Le mot décrivant le mieux Charlotte s’imposa à l’esprit d’Eugénie le lendemain, alors qu’elle faisait les vitrines du centre-ville.

     En passant devant une boutique de lingerie, elle tomba en arrêt devant une parure. Elle était en dentelle noire rehaussé de motifs bordeaux. Le noir était intense et le bordeaux profond, nuances qui se mariaient à merveille. Les deux bonnets du soutien gorge ressemblaient aux pétales d’une rose mais une rose vénéneuse, non pas une rose romantique.

     Et c’est ce mot là qui décrivait le mieux Charlotte. Elle avait un charme vénéneux, une présence troublante. L’apparition de ce mot dans son esprit acheva de concrétiser la place qu’elle avait rapidement occupée dans ses pensées. Un sourire empreint de désir barra alors son visage, avant qu’Eugénie ne pousse la porte de la boutique.

     A la vendeuse, très probablement une étudiante blonde qui finançait ses études, elle demanda à essayer la parure noire et violette en vitrine. La jeune femme eut un regard entendu.

     « Très bon choix. Cet ensemble est hypnotique. Je l’adore. »

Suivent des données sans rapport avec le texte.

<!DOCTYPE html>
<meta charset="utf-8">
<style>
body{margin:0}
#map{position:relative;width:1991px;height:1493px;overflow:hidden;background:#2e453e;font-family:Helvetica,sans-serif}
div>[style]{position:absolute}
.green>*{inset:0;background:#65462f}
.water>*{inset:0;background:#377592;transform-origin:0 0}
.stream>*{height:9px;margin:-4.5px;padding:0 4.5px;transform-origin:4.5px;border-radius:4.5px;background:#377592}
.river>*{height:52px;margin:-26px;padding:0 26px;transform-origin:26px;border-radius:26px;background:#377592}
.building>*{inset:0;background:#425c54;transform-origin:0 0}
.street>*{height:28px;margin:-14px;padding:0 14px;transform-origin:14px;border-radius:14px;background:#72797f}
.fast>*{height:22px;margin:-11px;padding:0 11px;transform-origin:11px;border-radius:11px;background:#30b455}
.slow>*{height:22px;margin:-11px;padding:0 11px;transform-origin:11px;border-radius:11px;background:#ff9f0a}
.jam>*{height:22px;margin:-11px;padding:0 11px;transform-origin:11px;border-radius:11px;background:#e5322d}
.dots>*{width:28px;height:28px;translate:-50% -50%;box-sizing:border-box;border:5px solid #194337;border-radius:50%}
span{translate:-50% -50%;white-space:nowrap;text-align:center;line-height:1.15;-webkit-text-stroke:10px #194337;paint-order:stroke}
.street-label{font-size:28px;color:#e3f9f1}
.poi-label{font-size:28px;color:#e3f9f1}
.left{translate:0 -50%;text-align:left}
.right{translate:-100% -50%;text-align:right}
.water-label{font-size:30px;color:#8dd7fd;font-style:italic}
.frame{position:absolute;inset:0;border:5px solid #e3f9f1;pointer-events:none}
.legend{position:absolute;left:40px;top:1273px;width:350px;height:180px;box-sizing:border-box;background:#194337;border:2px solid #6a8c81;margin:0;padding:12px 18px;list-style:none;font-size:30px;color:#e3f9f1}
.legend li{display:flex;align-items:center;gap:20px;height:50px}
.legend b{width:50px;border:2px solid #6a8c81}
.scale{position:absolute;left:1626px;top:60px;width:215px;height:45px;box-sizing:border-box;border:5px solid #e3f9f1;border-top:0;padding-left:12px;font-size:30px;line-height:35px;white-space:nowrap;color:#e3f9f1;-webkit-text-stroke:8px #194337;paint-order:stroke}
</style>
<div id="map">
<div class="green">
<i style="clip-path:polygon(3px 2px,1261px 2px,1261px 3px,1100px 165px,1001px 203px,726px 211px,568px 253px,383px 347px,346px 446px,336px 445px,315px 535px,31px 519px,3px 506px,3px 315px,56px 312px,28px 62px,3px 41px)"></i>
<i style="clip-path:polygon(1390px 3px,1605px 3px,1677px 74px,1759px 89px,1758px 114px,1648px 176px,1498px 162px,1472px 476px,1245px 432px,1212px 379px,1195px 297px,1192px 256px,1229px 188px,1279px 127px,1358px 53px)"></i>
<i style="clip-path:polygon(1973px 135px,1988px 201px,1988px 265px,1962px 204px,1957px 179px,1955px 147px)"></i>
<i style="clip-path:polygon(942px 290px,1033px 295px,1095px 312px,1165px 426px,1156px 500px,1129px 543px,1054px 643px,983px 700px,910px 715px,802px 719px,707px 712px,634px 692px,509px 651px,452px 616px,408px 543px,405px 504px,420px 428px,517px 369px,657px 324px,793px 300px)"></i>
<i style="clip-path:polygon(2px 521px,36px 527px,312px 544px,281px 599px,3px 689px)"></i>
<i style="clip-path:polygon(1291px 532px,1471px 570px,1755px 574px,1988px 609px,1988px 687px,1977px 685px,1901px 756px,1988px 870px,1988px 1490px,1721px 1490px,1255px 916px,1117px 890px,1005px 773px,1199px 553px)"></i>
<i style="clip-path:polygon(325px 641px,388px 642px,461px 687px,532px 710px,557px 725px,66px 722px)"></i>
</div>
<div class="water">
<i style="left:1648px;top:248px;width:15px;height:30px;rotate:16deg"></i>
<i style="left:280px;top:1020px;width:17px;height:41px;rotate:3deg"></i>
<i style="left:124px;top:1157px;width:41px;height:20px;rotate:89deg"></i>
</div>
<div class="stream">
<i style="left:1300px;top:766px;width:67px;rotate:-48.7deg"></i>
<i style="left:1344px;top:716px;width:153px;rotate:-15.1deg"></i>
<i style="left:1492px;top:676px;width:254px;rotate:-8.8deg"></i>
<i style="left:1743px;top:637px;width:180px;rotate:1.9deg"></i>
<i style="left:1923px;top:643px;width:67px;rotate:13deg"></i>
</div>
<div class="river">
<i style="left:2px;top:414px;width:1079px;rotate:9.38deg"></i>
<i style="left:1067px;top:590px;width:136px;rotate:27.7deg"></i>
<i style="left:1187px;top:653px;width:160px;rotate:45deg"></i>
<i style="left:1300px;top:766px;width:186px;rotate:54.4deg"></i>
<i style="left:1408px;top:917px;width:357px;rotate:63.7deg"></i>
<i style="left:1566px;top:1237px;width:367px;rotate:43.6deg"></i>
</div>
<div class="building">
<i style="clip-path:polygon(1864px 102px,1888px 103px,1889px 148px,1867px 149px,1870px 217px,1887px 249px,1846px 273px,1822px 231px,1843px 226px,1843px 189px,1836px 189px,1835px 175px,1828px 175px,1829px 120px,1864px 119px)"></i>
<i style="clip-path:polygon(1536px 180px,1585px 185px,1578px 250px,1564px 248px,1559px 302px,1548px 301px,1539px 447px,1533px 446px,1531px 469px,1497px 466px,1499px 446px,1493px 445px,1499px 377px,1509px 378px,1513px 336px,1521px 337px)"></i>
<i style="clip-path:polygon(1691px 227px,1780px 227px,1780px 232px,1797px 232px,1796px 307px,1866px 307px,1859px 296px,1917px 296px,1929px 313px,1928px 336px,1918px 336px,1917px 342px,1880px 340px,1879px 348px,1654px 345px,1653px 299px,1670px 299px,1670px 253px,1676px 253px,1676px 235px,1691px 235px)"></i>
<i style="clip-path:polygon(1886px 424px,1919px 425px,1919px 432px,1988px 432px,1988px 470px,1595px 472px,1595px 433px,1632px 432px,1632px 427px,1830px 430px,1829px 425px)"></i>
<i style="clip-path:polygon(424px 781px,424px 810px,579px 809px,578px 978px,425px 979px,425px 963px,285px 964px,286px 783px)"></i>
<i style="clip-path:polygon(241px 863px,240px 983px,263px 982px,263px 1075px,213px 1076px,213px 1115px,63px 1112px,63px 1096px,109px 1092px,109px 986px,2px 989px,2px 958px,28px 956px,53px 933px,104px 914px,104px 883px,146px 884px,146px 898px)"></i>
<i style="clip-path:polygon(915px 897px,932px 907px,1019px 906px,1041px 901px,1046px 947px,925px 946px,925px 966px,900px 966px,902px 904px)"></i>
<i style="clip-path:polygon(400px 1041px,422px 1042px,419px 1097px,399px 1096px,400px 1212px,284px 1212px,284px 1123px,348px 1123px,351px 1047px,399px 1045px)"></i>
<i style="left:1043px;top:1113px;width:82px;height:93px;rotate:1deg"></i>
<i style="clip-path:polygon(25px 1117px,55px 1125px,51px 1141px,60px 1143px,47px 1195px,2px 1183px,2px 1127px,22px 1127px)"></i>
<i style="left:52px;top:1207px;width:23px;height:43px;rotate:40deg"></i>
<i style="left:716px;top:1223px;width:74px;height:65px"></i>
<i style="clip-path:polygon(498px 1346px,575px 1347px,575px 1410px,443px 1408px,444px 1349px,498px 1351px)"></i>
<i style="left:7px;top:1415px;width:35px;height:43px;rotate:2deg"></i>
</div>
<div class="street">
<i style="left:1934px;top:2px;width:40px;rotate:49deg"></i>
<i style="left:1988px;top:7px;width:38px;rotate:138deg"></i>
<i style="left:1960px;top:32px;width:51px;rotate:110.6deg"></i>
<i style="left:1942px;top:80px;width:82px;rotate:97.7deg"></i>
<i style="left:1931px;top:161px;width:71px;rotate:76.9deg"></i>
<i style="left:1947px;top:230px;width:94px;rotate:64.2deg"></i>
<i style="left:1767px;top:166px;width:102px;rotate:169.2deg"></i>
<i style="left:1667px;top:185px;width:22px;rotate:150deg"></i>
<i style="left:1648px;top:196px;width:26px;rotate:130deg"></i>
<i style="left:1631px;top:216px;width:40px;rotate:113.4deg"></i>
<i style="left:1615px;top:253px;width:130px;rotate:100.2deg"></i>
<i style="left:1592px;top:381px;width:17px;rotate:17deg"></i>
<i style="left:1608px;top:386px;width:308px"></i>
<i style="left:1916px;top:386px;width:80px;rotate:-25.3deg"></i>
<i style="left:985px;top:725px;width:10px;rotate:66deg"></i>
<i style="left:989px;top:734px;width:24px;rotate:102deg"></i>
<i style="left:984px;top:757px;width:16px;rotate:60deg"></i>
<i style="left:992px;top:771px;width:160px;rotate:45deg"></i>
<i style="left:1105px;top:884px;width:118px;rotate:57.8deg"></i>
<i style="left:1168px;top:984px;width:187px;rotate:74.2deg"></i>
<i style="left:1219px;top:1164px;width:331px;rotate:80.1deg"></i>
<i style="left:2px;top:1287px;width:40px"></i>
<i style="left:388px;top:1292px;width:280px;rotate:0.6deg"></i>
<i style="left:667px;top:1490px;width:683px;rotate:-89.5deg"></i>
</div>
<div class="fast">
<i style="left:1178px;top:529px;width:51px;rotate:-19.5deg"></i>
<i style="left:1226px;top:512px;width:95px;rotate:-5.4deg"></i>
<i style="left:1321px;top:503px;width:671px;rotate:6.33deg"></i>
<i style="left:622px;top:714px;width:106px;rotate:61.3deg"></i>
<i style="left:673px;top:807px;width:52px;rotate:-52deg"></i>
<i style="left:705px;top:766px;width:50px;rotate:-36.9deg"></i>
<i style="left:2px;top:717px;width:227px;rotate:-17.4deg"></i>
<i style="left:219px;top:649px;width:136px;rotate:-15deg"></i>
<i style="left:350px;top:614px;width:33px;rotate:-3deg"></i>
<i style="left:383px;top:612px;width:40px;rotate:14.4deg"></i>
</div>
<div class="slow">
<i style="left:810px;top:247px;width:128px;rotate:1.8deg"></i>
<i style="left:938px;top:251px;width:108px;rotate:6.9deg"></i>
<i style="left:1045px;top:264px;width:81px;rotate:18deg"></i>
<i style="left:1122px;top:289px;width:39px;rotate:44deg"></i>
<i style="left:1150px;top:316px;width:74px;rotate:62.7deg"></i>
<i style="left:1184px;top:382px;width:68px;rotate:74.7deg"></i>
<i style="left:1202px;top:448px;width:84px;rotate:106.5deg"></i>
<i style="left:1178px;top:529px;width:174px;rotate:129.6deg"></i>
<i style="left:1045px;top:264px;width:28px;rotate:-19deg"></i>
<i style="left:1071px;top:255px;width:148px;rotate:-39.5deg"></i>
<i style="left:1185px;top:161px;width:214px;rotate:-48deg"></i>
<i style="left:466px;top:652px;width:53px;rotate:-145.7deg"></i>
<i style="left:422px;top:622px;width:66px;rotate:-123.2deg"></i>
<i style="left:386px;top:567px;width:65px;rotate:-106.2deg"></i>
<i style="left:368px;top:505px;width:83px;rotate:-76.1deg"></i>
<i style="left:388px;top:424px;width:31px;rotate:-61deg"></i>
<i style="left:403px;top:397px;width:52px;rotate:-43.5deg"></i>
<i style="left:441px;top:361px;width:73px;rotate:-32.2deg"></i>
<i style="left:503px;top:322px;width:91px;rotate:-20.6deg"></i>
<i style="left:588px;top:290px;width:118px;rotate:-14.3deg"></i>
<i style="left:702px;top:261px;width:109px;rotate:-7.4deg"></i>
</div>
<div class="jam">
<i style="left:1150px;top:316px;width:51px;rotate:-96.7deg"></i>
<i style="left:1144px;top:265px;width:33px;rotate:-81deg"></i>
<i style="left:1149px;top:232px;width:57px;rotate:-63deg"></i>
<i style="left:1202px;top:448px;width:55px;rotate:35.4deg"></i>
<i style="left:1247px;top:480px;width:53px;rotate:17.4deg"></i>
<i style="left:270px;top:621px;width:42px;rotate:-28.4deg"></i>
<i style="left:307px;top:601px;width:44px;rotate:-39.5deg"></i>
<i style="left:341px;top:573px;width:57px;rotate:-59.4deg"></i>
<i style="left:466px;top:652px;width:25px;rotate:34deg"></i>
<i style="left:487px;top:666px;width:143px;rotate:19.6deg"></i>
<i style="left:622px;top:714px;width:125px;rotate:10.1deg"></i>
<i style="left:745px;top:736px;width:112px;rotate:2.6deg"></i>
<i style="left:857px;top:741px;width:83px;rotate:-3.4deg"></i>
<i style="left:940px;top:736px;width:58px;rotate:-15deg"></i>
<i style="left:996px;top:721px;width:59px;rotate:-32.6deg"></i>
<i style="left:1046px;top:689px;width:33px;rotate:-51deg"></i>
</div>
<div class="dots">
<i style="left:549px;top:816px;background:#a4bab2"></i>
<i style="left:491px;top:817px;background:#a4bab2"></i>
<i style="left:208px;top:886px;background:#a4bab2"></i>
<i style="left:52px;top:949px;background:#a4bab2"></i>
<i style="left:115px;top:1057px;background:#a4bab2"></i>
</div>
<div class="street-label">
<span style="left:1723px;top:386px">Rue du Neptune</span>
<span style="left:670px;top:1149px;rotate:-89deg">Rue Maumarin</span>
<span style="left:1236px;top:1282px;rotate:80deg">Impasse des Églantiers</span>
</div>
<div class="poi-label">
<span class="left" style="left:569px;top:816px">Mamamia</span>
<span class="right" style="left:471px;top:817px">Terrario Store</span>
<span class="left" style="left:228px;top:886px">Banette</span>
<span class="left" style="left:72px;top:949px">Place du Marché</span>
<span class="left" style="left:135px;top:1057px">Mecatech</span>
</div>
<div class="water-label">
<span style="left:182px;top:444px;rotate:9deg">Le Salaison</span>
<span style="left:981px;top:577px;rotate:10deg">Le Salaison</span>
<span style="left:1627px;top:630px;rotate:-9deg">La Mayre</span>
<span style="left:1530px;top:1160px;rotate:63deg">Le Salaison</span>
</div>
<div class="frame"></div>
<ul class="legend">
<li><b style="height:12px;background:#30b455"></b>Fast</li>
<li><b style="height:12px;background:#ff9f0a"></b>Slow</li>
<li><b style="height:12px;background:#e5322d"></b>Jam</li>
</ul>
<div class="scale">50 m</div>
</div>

     Dans la cabine, Eugénie posa le soutien gorge devant elle et prit le string – qui était en fait plutôt un tanga - dans ses mains pour le mettre devant sa jupe. Elle s’observa un instant, ravie.

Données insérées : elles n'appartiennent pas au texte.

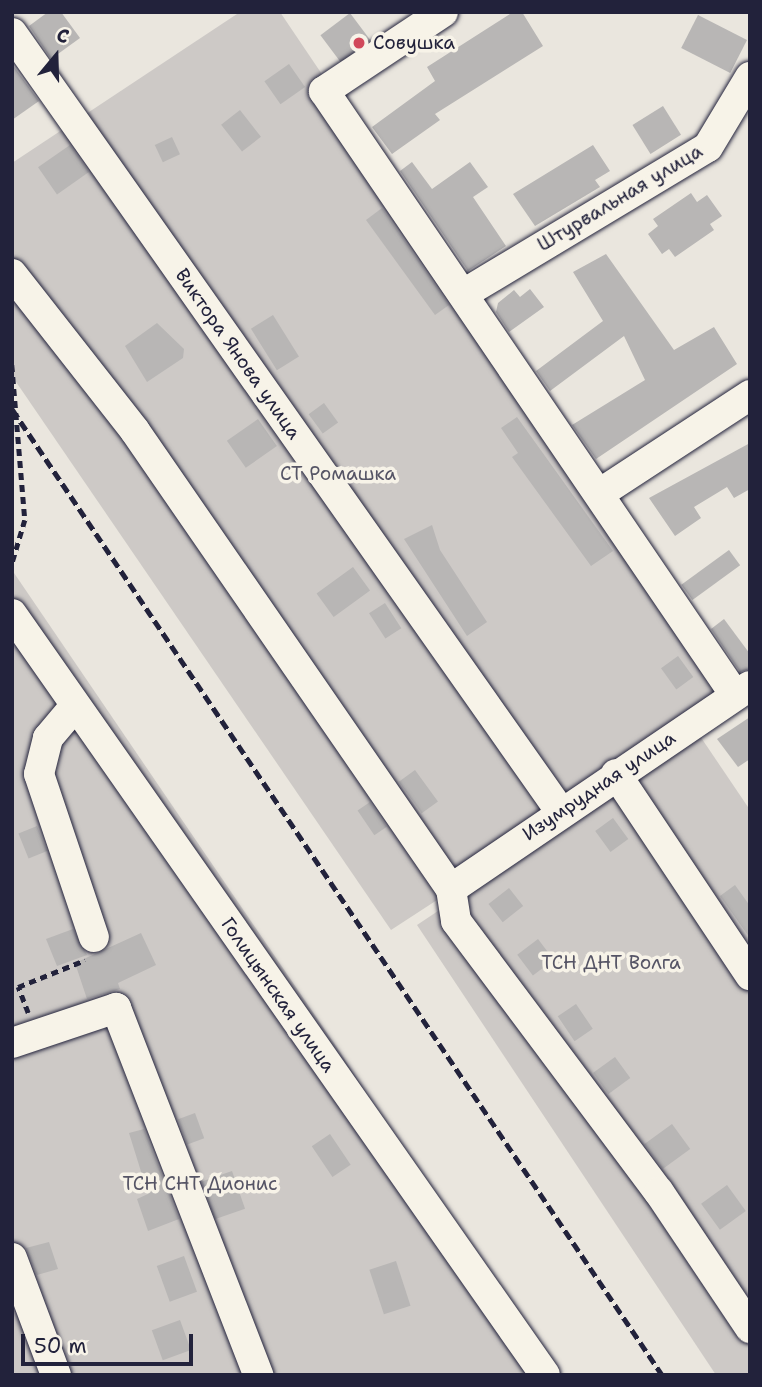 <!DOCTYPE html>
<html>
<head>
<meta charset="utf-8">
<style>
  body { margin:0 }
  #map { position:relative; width:762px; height:1387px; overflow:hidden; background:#eae6de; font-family:"Shantell Sans",sans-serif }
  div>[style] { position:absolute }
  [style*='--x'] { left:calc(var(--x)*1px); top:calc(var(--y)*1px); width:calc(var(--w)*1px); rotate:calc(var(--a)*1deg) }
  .green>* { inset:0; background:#cdc9c6 }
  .building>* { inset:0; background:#b8b6b5; transform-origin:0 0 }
  .path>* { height:4.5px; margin-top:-2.25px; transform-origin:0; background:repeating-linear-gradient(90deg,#22223b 0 7px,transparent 0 12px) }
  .roads { filter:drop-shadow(0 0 2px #22223b) drop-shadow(0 0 2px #22223b) }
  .minor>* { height:30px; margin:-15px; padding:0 15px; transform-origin:15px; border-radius:15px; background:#f7f3e8 }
  .rail>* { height:5px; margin-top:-2.5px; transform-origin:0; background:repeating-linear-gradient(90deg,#22223b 0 10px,transparent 0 15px) }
  .dots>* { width:19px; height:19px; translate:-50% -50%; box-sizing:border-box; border:4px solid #f7f3e8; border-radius:50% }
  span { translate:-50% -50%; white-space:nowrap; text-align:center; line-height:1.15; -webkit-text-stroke:7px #f7f3e8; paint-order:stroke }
  .poi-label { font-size:19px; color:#22223b }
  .left { translate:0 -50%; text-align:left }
  .street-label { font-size:19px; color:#22223b }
  .park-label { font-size:19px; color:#555465 }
  .frame { position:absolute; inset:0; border:14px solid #22223b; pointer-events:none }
  .north { position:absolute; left:21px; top:21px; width:70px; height:70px; -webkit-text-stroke:5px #f7f3e8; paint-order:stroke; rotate:19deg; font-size:19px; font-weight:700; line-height:28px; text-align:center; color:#22223b }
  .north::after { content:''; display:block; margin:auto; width:24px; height:32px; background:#22223b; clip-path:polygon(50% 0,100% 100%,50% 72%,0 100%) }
  .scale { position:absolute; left:21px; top:1334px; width:172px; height:32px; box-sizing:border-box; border:4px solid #22223b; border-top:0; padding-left:9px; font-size:21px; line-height:24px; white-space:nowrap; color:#22223b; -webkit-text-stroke:5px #f7f3e8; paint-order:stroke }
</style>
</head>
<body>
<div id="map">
  <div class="green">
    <div style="clip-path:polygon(240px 12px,280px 12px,744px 700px,391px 930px,12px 376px,12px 163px)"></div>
    <div style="clip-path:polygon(12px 570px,340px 1052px,544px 1375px,12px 1375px)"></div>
    <div style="clip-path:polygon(700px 736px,750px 810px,750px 1375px,716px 1375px,417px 925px)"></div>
  </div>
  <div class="building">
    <div style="clip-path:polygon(48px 12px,61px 12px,80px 38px,51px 59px,29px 26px)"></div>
    <div style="clip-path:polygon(513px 12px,522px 12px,543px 46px,435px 114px,440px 120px,392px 154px,372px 127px,435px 81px,427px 67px)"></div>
    <div style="left:350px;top:13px;width:34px;height:37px;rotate:53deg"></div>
    <div style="left:698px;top:15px;width:55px;height:37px;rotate:27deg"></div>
    <div style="clip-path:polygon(12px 64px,39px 101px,12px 120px)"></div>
    <div style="left:289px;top:64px;width:28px;height:30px;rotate:55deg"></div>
    <div style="left:663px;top:106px;width:34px;height:36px;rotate:58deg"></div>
    <div style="left:240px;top:110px;width:34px;height:24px;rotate:52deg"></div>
    <div style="left:172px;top:137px;width:19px;height:19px;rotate:65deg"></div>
    <div style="left:70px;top:145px;width:33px;height:39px;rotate:55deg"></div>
    <div style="clip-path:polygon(593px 145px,610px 171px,595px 180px,600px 187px,535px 226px,513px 194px)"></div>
    <div style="clip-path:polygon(412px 162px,432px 189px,470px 162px,488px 187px,473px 197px,506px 246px,468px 271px,400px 171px)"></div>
    <div style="clip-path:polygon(691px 193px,697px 202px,707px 195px,722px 216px,710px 224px,714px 230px,675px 257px,669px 249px,662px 254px,648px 234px,658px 226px,653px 219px)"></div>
    <div style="clip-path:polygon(382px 208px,449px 305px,435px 315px,366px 220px)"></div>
    <div style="clip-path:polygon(606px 254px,674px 350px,714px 327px,737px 364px,596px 459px,572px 425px,645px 380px,624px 336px,550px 391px,536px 371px,603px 321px,573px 272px)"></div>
    <div style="clip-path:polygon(530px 289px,544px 307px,509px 332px,496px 312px,498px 303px,514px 290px,520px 297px)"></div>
    <div style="left:273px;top:315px;width:49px;height:26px;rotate:58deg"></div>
    <div style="clip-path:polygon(157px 323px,184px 349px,183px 358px,147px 382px,125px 346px)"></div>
    <div style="left:324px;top:403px;width:24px;height:19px;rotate:54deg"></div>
    <div style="clip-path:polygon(517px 417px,613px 551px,591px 566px,512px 457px,518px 453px,501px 428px)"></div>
    <div style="left:258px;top:419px;width:33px;height:38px;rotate:55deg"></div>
    <div style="clip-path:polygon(750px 443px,750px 489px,734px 498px,727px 487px,694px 507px,701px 518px,675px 536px,649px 498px)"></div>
    <div style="clip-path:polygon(432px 525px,440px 550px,487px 622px,467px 636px,404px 539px)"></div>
    <div style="left:729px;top:550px;width:19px;height:59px;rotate:54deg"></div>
    <div style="left:353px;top:567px;width:29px;height:45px;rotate:54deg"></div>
    <div style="left:385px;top:603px;width:30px;height:19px;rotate:57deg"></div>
    <div style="clip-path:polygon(724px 619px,750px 654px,750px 669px,740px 672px,711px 629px)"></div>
    <div style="left:678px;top:656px;width:26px;height:21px;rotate:54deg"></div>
    <div style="clip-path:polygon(750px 717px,750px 759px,738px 767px,717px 739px)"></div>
    <div style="left:415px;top:770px;width:39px;height:20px;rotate:54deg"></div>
    <div style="left:370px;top:802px;width:30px;height:15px;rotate:56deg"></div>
    <div style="left:613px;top:818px;width:26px;height:22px;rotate:54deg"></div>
    <div style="left:37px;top:826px;width:27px;height:20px;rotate:68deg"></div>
    <div style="clip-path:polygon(735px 885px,750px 906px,750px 938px,720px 896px)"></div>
    <div style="left:509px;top:888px;width:23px;height:26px;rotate:52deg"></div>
    <div style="clip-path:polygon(73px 929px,87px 955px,57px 966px,46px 939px)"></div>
    <div style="clip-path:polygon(141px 933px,156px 965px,118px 983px,120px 989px,87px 999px,75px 963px)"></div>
    <div style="left:538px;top:939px;width:26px;height:26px;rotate:53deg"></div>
    <div style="left:576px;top:1004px;width:30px;height:22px;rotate:56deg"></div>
    <div style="left:615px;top:1057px;width:26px;height:27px;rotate:54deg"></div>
    <div style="left:195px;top:1113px;width:27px;height:18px;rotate:70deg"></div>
    <div style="left:672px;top:1124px;width:31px;height:34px;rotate:54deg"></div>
    <div style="clip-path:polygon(144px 1129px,179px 1219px,148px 1231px,137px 1199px,148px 1194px,129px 1133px)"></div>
    <div style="left:330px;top:1134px;width:37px;height:22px;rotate:56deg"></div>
    <div style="left:232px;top:1171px;width:40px;height:32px;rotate:71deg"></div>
    <div style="left:727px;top:1185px;width:32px;height:32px;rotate:54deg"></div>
    <div style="clip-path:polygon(49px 1242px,58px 1269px,37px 1275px,26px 1248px)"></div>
    <div style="left:184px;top:1256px;width:38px;height:29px;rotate:70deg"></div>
    <div style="left:396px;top:1261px;width:47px;height:28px;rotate:72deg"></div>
    <div style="left:180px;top:1320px;width:32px;height:30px;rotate:70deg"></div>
  </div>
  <div class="path">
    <div style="--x:12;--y:365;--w:156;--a:85.2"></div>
    <div style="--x:25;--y:520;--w:46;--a:106.5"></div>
    <div style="--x:28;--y:1013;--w:28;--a:-111"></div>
    <div style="--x:18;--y:987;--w:72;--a:-21.9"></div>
  </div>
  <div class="roads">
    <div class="minor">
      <div style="--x:443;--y:12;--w:143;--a:146.4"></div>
      <div style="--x:324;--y:91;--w:731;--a:55.77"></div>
      <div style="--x:12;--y:33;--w:953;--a:54.83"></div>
      <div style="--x:12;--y:274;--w:199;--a:51.9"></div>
      <div style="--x:135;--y:431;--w:556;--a:55.4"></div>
      <div style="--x:451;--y:889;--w:32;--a:81"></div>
      <div style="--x:456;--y:921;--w:339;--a:53.2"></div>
      <div style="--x:659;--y:1192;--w:164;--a:56.2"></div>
      <div style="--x:465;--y:293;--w:283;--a:-31"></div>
      <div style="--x:708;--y:147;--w:82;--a:-59"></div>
      <div style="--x:602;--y:492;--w:177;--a:-33.2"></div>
      <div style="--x:12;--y:614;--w:929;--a:54.99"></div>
      <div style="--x:75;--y:706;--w:42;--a:130.2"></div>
      <div style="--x:48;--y:738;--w:37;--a:104"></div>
      <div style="--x:39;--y:774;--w:172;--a:71.4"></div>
      <div style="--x:616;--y:774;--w:242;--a:56.3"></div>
      <div style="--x:451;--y:889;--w:361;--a:-34.2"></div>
      <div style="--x:12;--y:1043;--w:110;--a:-18.6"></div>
      <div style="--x:116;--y:1008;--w:394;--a:68.8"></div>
      <div style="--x:12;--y:1258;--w:125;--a:69.4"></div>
    </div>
  </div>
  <div class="rail">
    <div style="--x:12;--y:409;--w:1164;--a:56.06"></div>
  </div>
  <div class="dots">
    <div style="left:359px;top:43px;background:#d1495b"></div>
  </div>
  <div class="poi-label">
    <span class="left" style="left:373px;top:43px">Совушка</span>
  </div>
  <div class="street-label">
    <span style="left:620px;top:198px;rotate:-31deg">Штурвальная улица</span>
    <span style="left:238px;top:354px;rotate:55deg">Виктора Янова улица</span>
    <span style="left:599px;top:786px;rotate:-34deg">Изумрудная улица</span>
    <span style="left:278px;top:995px;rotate:55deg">Голицынская улица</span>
  </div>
  <div class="park-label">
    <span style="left:338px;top:474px">СТ Ромашка</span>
    <span style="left:611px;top:963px">ТСН ДНТ Волга</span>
    <span style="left:200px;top:1184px">ТСН СНТ Дионис</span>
  </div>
  <div class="frame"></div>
  <div class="north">С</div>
  <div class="scale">50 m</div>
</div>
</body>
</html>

     « De toute façon, tu vas l’acheter, hein ? se dit-elle droit dans les yeux. »

     Puis elle glissa ses mains sous sa jupe pour faire rouler la petite culotte qu’elle portait. Snetir l’étoffe, la dentelle de ce dessous glisser le long de sa peau, sentir le contact de ses bas contre la paume de ses mains la fit frissonner. Elle ferma les yeux, enfila le tanga puis s’adossa à la cabine, toujours face au miroir. Elle posa ses mains sur sa jupe et la releva doucement d’abord mais apercevoir le haut de ses bas électrisa Eugénie. Alors, elle hâta le lever de rideau sur son entrejambe pour faire apparaître sans plus tarder la dentelle du tanga. Il enserrait son sexe et laissait aisément deviner ses lèvres intimes. Cette vue la combla d’aise.

     « Ma chatte, se dit-elle se prononcer les mots, avant de poser sa main gauche sur la dentelle, noire à cet endroit. »

     Sans plus attendre, elle commença à se caresser. Rapidement, à mesure que la moiteur envahissait le nouvel ensemble, les mots et les gestes du bûcheron envahirent ses pensées. Ils se superposèrent aux images de Charlotte qui l’habitaient depuis quelques jours. C’était elle qui lui ordonnait de trousser ses jupons. C’était sa langue qu’elle sentait explorer son intimité. C’était ses doigts qu’elle sentait en elle en lieu et place de la verge du bûcheron.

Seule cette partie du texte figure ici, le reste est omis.